Building out the hardware, communications and software platforms to manage DERs as dependable, flexible grid assets may take a lot of money and time. SCE, for example, estimates its DRP-related capital expenditures could add up to $347 million to $560 million over the next three years, and PG&E and SDG&E are likely to seek new funding as well. 

They’ll also involve some technologies that aren’t even commercially available yet, such as smart inverters. The CPUC has been working for the past two years on defining a core set of advanced capabilities for all new solar PV inverters to be deployed in the state, and is set to start implementing pilot projects to test them next year. Smart inverter specifications are quite complex, and are standing in as a standard to apply to the communications framework being devised for DRP-IDER compliance at large. 

That's not the only complication to come into the picture in the second half of the year. The CPUC wants to hold six workshops to consider the implications of its DRP-IDER work for its Rule 21/Interconnection, electric vehicle, energy storage and zero net energy proceedings and vice versa. 

2017 and beyond

By the end of 2016, the CPUC could issue a ruling to authorize spending for the C, D and E demonstration projects. But it's in 2017 that the DRP rubber really starts to meet the IDER road, with "two major Decisions (D2 and D3) that can potentially occur" in the year.

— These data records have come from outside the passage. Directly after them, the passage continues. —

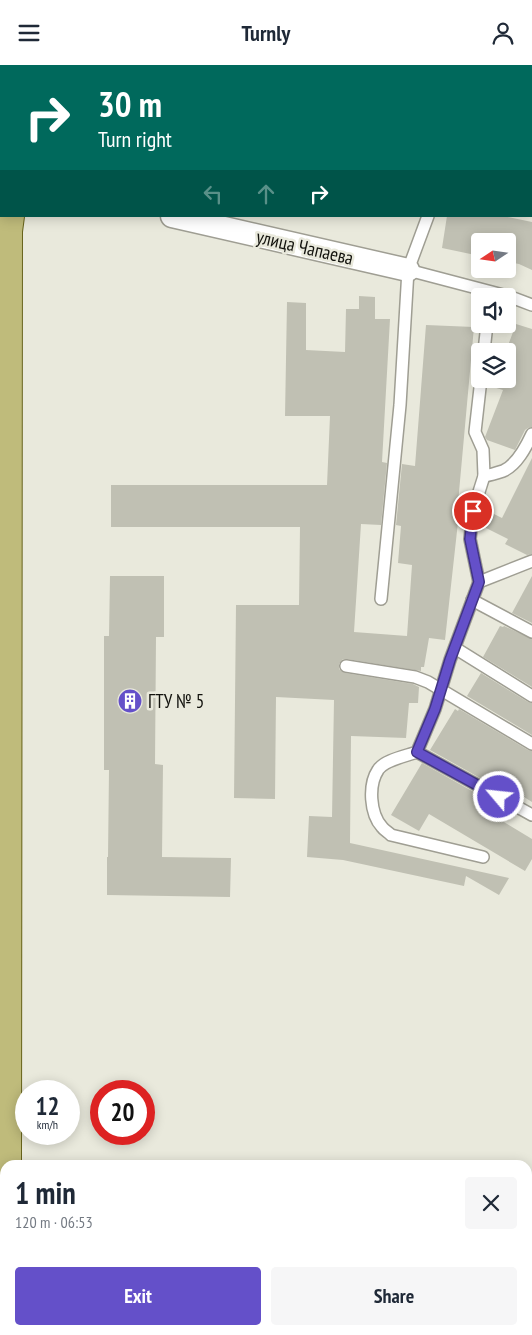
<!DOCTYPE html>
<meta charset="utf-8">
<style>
:root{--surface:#fff;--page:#f6f6f7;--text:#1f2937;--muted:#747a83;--accent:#6450c9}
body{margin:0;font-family:"PT Sans Narrow",sans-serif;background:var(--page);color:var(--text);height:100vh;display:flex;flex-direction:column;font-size:19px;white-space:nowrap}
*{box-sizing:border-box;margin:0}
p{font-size:16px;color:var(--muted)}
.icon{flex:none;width:28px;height:28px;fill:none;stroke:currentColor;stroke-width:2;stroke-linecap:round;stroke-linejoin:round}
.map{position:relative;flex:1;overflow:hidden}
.sheet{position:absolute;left:0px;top:1095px;width:532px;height:175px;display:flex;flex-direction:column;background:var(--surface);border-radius:15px 15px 0 0;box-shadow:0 2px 12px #0003}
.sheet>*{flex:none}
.guide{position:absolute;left:0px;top:0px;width:532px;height:152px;box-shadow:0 2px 12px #0003;background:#00695c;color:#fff;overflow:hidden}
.needle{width:32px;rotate:257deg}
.controls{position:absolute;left:471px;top:168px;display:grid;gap:10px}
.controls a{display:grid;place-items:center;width:45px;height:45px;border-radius:5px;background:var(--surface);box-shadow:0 2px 12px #0003;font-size:25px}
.speed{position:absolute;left:15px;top:1015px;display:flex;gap:10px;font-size:25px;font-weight:700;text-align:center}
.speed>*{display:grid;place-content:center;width:65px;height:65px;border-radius:50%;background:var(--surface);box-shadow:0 2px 12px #0003;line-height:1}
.speed small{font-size:12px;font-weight:400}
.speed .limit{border:8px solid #d22;background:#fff;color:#111}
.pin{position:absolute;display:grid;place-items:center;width:42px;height:42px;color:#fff;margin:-21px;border:2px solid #fff;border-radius:50%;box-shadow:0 1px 5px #0007}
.me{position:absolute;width:55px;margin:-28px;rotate:298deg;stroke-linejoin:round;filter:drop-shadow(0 0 4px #0008)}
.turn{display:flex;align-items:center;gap:18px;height:105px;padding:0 15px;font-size:22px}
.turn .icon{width:65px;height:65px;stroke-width:2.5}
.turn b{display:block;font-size:35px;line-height:42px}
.lanes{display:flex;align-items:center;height:48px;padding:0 15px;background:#0003;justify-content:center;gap:25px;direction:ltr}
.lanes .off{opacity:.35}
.round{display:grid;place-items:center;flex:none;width:52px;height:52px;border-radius:5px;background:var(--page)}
.head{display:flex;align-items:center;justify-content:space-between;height:85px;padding:0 15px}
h1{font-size:30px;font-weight:600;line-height:38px}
.cta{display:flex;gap:10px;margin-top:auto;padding:10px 15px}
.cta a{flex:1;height:58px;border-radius:5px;background:var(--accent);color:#fff;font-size:20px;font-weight:600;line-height:58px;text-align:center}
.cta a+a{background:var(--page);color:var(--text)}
header{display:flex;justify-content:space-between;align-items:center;height:65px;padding:0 15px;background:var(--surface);font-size:22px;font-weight:600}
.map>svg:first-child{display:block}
.building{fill:#c0c0b3}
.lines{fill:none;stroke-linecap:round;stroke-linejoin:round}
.service-casing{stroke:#9f9e93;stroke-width:14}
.minor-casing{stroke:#9f9e93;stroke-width:25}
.secondary-casing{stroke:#9f9e93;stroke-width:30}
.primary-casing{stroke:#67631b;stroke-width:30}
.service{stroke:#fff;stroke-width:11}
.minor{stroke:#fff;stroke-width:22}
.secondary{stroke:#fff;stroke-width:28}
.primary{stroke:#bfbb7b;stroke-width:28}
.route-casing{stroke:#413483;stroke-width:12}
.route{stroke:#6450c9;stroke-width:9}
.labels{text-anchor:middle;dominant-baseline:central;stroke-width:5;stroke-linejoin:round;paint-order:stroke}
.street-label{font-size:19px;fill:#12120d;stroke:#e9e9dc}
.poi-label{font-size:19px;fill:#12120d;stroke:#e9e9dc;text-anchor:start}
</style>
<header><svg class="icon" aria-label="menu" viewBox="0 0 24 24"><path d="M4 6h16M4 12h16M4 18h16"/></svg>Turnly<svg class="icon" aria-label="person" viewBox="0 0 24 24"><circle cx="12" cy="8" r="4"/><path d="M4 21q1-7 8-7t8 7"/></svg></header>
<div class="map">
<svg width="532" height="1270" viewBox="0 0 532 1270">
<rect width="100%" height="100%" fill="#e9e9dc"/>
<g class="building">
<polygon points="447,151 503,151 532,157 532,205 519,199 508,197 508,176 480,176 480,191 442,183"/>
<polygon points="359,231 375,232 375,254 390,254 382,397 387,398 381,460 361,459 354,567 407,571 412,500 398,498 401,461 396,460 402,399 415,401 426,260 474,262 458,438 460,439 445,575 429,573 424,602 421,602 421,606 347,594 343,594 339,599 339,604 345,608 413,619 419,622 418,638 409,638 406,673 351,671 350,778 509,813 499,830 466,811 464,821 343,795 307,792 309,751 332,752 334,635 276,632 275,734 234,733 236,540 299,540 300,462 111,462 111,420 327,420 330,351 285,351 287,237 306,238 306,285 345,287 346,244 359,244"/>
<polygon points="516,259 532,264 532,362 528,363 525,365 515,385 487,375 485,372 503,325 493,322 496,314 508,314 508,286 506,286"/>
<polygon points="532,393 532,489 527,490 505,479 508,474 484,462 492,448 502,453"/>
<polygon points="110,511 164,511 164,572 156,572 155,699 163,700 162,792 231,793 230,832 107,830 107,792 108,792 109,705 104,705 104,571 109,571"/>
<polygon points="532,511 532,558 512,548"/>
<polygon points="500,561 503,562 504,561 532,574 532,622 483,592"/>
<polygon points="481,608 528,637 532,638 532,670 467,631"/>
<polygon points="455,644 458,646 459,644 528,685 532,686 532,737 492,712 489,718 430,685"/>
<polygon points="422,698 481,731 476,740 532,774 532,794 525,806 429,749 419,766 391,750"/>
</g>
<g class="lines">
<defs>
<g id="service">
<polyline points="531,67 532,67"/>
<polyline points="408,205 507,231"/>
<polyline points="508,231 532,240"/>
<polyline points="484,286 487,259"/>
<path d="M484,411C490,410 497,408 503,406C517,400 526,382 532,369"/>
<polyline points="479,517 470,474 473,446 484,411 483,385 475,367 481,314"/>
<polyline points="381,534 400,340 408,205 428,151"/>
<polyline points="472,535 532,567"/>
<polyline points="455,583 532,631"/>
<polyline points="346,601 415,612 428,617 532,679"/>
<polyline points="417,687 532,750"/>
<path d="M483,792L391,770C388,767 384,765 382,762C370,749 368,720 378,705C384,695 406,691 417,687L435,644L450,595L479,517L532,496"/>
</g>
<polyline id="minor" points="172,151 408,205"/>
<polyline id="secondary" points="0,113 1,113"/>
<g id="primary">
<polyline points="64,1 64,0"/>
<polyline points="7,1100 8,166 10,151"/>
<polyline points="6,1270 6,1265"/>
</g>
</defs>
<use href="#service" class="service-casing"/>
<use href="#minor" class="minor-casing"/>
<use href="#secondary" class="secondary-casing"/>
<use href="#primary" class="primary-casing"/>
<use href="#service" class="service"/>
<use href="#minor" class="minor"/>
<use href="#secondary" class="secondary"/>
<use href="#primary" class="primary"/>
</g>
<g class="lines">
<defs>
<polyline id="route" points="473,446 470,474 479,517 450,595 435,644 417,687 499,732"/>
</defs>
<use href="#route" class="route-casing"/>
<use href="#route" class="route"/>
</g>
<defs>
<symbol id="building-disc" viewBox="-11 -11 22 22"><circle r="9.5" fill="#6450c9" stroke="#e9e9dc"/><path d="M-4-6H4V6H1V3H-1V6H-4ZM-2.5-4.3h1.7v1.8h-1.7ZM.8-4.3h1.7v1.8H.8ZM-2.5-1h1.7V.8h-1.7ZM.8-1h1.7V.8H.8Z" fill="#fff"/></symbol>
</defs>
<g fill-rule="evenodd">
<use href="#building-disc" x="116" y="622" width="28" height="28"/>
</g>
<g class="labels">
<g class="street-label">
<text transform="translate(305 182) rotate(13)">улица Чапаева</text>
</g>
<g class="poi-label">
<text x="148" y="636">ГТУ № 5</text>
</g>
</g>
</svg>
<div class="controls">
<a><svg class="needle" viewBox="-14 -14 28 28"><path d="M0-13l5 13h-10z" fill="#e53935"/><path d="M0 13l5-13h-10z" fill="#747a83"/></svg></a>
<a><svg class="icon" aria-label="sound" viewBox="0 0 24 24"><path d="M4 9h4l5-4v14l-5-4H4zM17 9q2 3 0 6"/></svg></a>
<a><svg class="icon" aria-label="layers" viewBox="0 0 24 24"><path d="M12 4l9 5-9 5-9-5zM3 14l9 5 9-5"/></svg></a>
</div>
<div class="speed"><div>12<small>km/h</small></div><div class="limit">20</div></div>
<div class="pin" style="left:473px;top:446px;background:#d93025"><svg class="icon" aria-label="arrive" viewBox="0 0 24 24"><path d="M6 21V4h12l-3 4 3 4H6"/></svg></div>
<svg class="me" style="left:499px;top:732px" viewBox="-20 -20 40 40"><circle r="17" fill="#6450c9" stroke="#fff" stroke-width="3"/><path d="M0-11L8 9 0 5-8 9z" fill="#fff"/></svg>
<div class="guide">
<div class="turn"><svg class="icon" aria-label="right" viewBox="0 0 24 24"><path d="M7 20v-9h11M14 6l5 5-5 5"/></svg><div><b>30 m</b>Turn right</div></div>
<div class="lanes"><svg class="icon off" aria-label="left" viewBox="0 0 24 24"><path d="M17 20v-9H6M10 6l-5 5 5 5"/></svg><svg class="icon off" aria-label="ahead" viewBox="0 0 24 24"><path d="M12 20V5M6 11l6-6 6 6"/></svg><svg class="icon" aria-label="right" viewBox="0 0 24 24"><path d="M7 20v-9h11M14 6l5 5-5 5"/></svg></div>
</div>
<section class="sheet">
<div class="head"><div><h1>1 min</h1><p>120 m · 06:53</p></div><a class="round"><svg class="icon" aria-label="close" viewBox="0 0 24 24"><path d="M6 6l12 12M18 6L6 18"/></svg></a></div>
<div class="cta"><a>Exit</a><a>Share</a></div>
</section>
</div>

The first decision will be the final opportunity for stakeholders to weigh in on the final round of pilot projects before they start. But the CPUC straw proposal suggests that it could also cover broader issues, such as whether to authorize more funding for utility online DER support tools. It could also consider "whether utility requests for distribution system capital project spending in their general rate cases adequately consider DERs" -- a review that could be applied to SDG&E's Sept. 2017 filing of its general rate case for 2019. 

The second decision will probably come late in the year, and will be preceded with a workshop that will serve as final call for any suggested "mid-course corrections" or changes to the ICA and LNBA methodologies, demo project funding, or communications and automation infrastructure requirements. Once that's done, the CPUC can close Phase 1 of its DRP proceeding, and move on to Phase 2, which has its own long list of goals for 2018. 

In Phase 2, the ICA and LNBA methodologies  "will be fully executed," the CPUC says, with results regularly updated through online tools to "support third-party and utility deployment of portfolios of distributed resources that provide grid services for the utilities, as well as other services for customers." That includes data that can show where DERs could help, as well as important data on what kind of DERs could be most useful, with "tools and processes to compare DER as an alternative provider of distribution reliability functions, including voltage regulation." Data from demonstration projects will also start to be available by then, which will help refine work on communications, monitoring and control systems requirements, and could identify "sensors and communications infrastructure for optimal locations throughout all three IOU systems."